What is the number of lines in the data that contain "sizing"? Nothing besides that number, please.

===== Available data

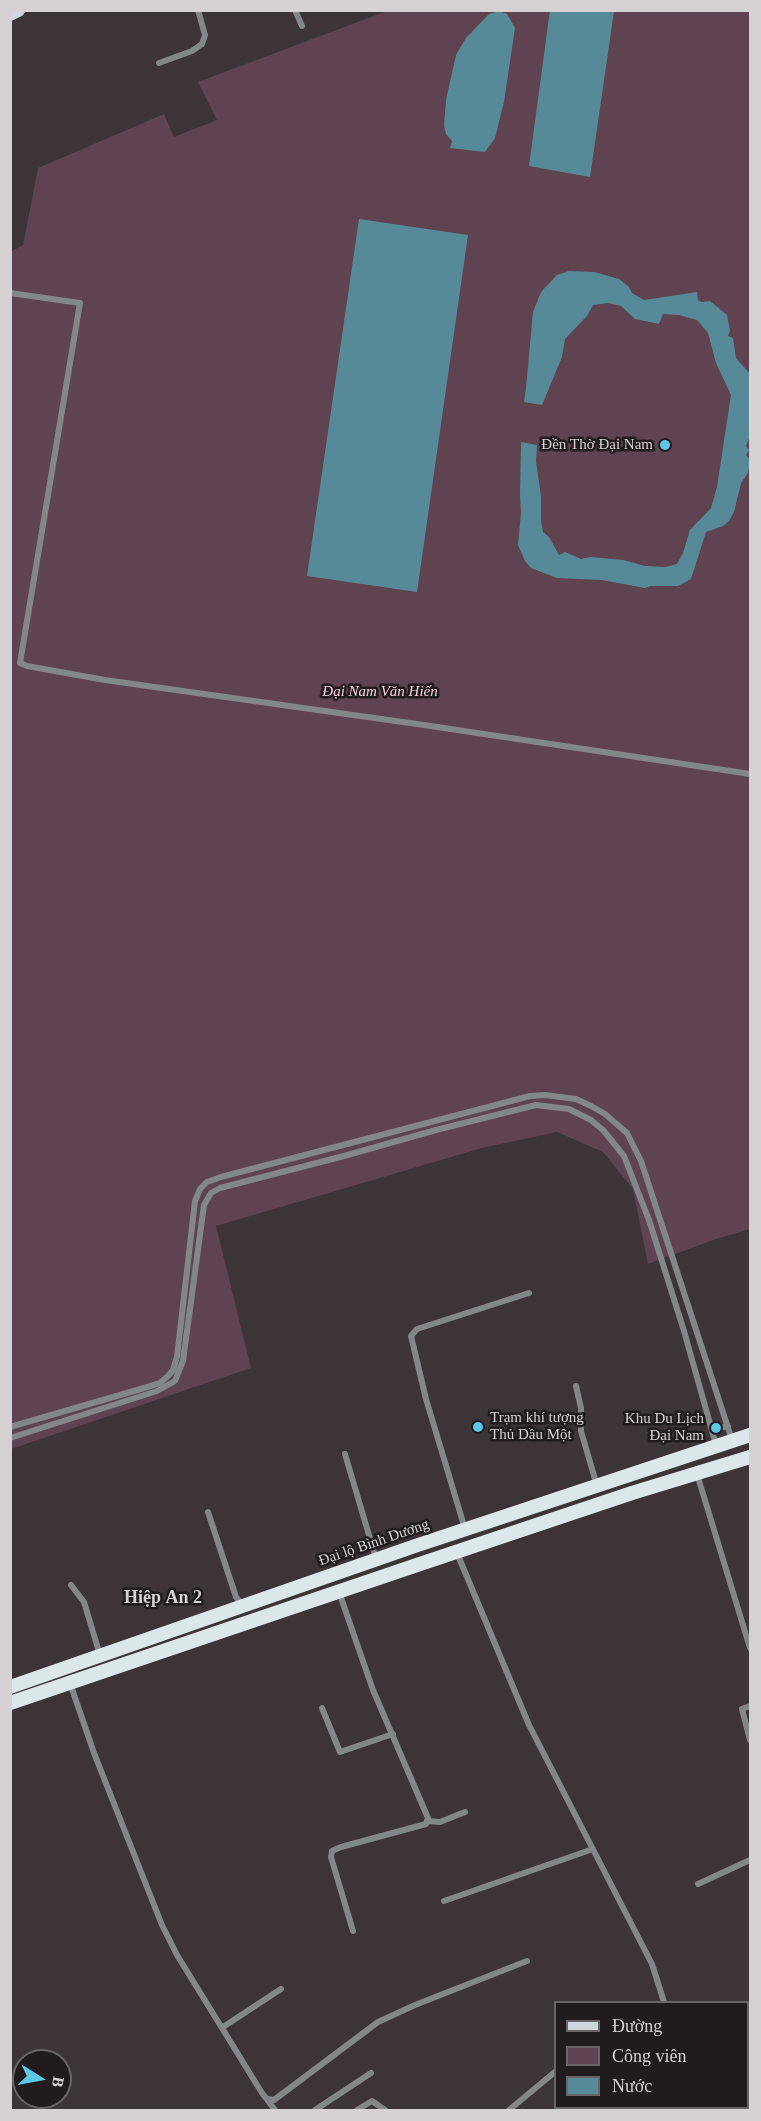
<!DOCTYPE html>
<meta charset="utf-8">
<style>
body{margin:0}
#map{position:relative;width:761px;height:2121px;overflow:hidden;background:#3c3437;font-family:Georgia,serif}
canvas{display:block}
.frame{position:absolute;inset:0;border:12px solid #d6d1d3;pointer-events:none}
.legend{position:absolute;left:554px;top:2001px;width:195px;height:108px;box-sizing:border-box;background:#201c1e;border:2px solid #696466;margin:0;padding:8px 10px;list-style:none;font-size:18px;color:#d6d1d3}
.legend li{display:flex;align-items:center;gap:12px;height:30px}
.legend b{width:30px;border:2px solid #696466}
.north{position:absolute;left:12px;top:2049px;width:60px;height:60px;box-sizing:border-box;background:#201c1e;border:2px solid #696466;border-radius:50%;rotate:101deg;font-size:16px;font-weight:700;line-height:24px;text-align:center;color:#d6d1d3}
.north::after{content:'';display:block;margin:auto;width:21px;height:27px;background:#5bc8e6;clip-path:polygon(50% 0,100% 100%,50% 72%,0 100%)}
</style>
<div id="map">
<canvas width="761" height="2121"></canvas>
<div class="frame"></div>
<ul class="legend">
<li><b style="height:8px;background:#ced7da"></b>Đường</li>
<li><b style="height:16px;background:#604350"></b>Công viên</li>
<li><b style="height:16px;background:#578a99"></b>Nước</li>
</ul>
<div class="north">B</div>
</div>
<script>
const c = document.querySelector('canvas').getContext('2d');
c.lineJoin = 'round';
function fillPath(path, color) {
  c.fillStyle = color;
  c.fill(path, 'evenodd');
}
function poly(rows) {
  const path = new Path2D();
  for (const r of rows) {
    path.moveTo(r[0], r[1]);
    for (let i = 2; i < r.length; i += 2) path.lineTo(r[i], r[i + 1]);
  }
  return path;
}
function stroke(path, color, width, dash) {
  c.strokeStyle = color;
  c.lineWidth = width;
  c.lineCap = dash ? 'butt' : 'round';
  c.setLineDash(dash || []);
  c.stroke(path);
}
function write(font, color, halo, rows, align = 'center') {
  c.font = font + ' Georgia,serif';
  c.lineWidth = 5;
  c.setLineDash([]);
  c.textBaseline = 'middle';
  c.strokeStyle = halo;
  c.fillStyle = color;
  for (const [text, x, y, turn = 0] of rows) {
    c.save();
    c.translate(x, y);
    c.rotate((+turn || 0) * Math.PI / 180);
    c.textAlign = isNaN(turn) ? turn : align;
    if (halo) c.strokeText(text, 0, 0);
    c.fillText(text, 0, 0);
    c.restore();
  }
}
fillPath(poly([
 [387,11,750,11,750,1229,716,1239,648,1264,633,1189,603,1152,557,1132,482,1148,216,1226,251,1368,11,1449,10,252,23,245,38,168,164,114,174,137,217,120,198,82]
]), '#604350');
fillPath(poly([
 [550,10,614,11,590,177,529,166],
 [499,11,507,14,515,28,504,102,495,138,485,152,450,148,452,141,446,134,444,125,446,100,456,55,466,38,489,14],
 [359,219,468,235,417,592,307,576],
 [569,271,594,272,619,279,629,287,632,293,644,300,697,292,698,300,701,302,710,301,727,315,730,331,728,336,733,338,736,358,750,374,750,436,746,446,749,450,746,455,750,460,748,473,741,483,734,512,729,521,723,526,706,532,691,579,678,586,650,586,645,588,602,580,557,578,531,568,525,561,518,545,521,513,520,494,521,442,537,445,536,461,541,497,541,522,543,532,549,537,559,555,565,552,581,559,591,557,623,560,645,566,665,567,677,564,683,553,690,530,711,508,717,487,731,395,716,363,708,333,697,320,679,315,663,314,659,324,635,319,621,306,608,303,593,305,587,316,565,339,562,357,542,405,524,402,526,388,533,312,541,292,557,275]
]), '#578a99');
stroke(poly([
 [295,10,302,26],
 [159,63,192,51,202,44,205,35,198,10],
 [10,293,80,303,20,663,27,666,105,680,424,725,750,774],
 [576,1386,581,1408,581,1431,597,1486],
 [10,1427,144,1388,160,1383,168,1376,173,1370,177,1357,195,1201,200,1189,207,1182,221,1177,530,1096,545,1095,576,1099,591,1106,605,1114,627,1133,641,1161,732,1440],
 [712,1430,728,1426],
 [10,1438,157,1391,175,1381,183,1361,204,1205,211,1193,220,1188,344,1156,436,1130,536,1105,569,1109,591,1120,603,1130,624,1156,649,1220,684,1331,716,1445],
 [345,1454,376,1559],
 [697,1474,750,1648],
 [208,1512,236,1597,242,1605],
 [465,1529,426,1399,411,1336,417,1329,529,1293],
 [457,1553,529,1725,652,1964,664,2002],
 [71,1585,84,1602,100,1655],
 [339,1592,373,1690,428,1818,426,1824,341,1847,332,1851,331,1857,353,1931],
 [70,1683,94,1753,162,1925,177,1955,262,2093,275,2110],
 [750,1706,742,1709,750,1740],
 [322,1708,340,1752,393,1734],
 [428,1821,440,1822,465,1812],
 [698,1884,750,1860],
 [444,1901,593,1849],
 [223,2027,281,1989],
 [268,2099,274,2100,378,2022,415,2005,527,1961],
 [721,2108,722,2110],
 [315,2110,371,2073],
 [357,2110,372,2101,385,2110],
 [509,2110,556,2071],
 [668,2110,673,2108]
]), '#828788', 6);
stroke(poly([
 [10,14,18,10]
]), '#ced7da', 14);
stroke(poly([
 [10,1687,415,1546,750,1435],
 [10,1703,417,1565,632,1493,750,1457]
]), '#dce7ea', 14);
for (const [x, y, r, color] of [
 [665,445,6,"#5bc8e6"],
 [478,1427,6,"#5bc8e6"],
 [716,1428,6,"#5bc8e6"]
]) {
  const dot = new Path2D();
  dot.arc(x, y, r, 0, 2 * Math.PI);
  c.fillStyle = color;
  c.fill(dot);
  stroke(dot, '#201c1e', 2);
}
write('15px', '#d6d1d3', '#201c1e', [
 ["Đền Thờ Đại Nam",653,445],
 ["Trạm khí tượng",490,1418,"left"],
 ["Thủ Dầu Một",490,1435,"left"],
 ["Khu Du Lịch",704,1419],
 ["Đại Nam",704,1436]
], 'right');
write('italic 15px', '#facfe1', '#201c1e', [
 ["Đại Nam Văn Hiến",380,692]
]);
write('15px', '#d6d1d3', '#201c1e', [
 ["Đại lộ Bình Dương",374,1543,-19]
]);
write('bold 18px', '#d6d1d3', '#201c1e', [
 ["Hiệp An 2",163,1598]
]);
</script>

==========

▶ Result
2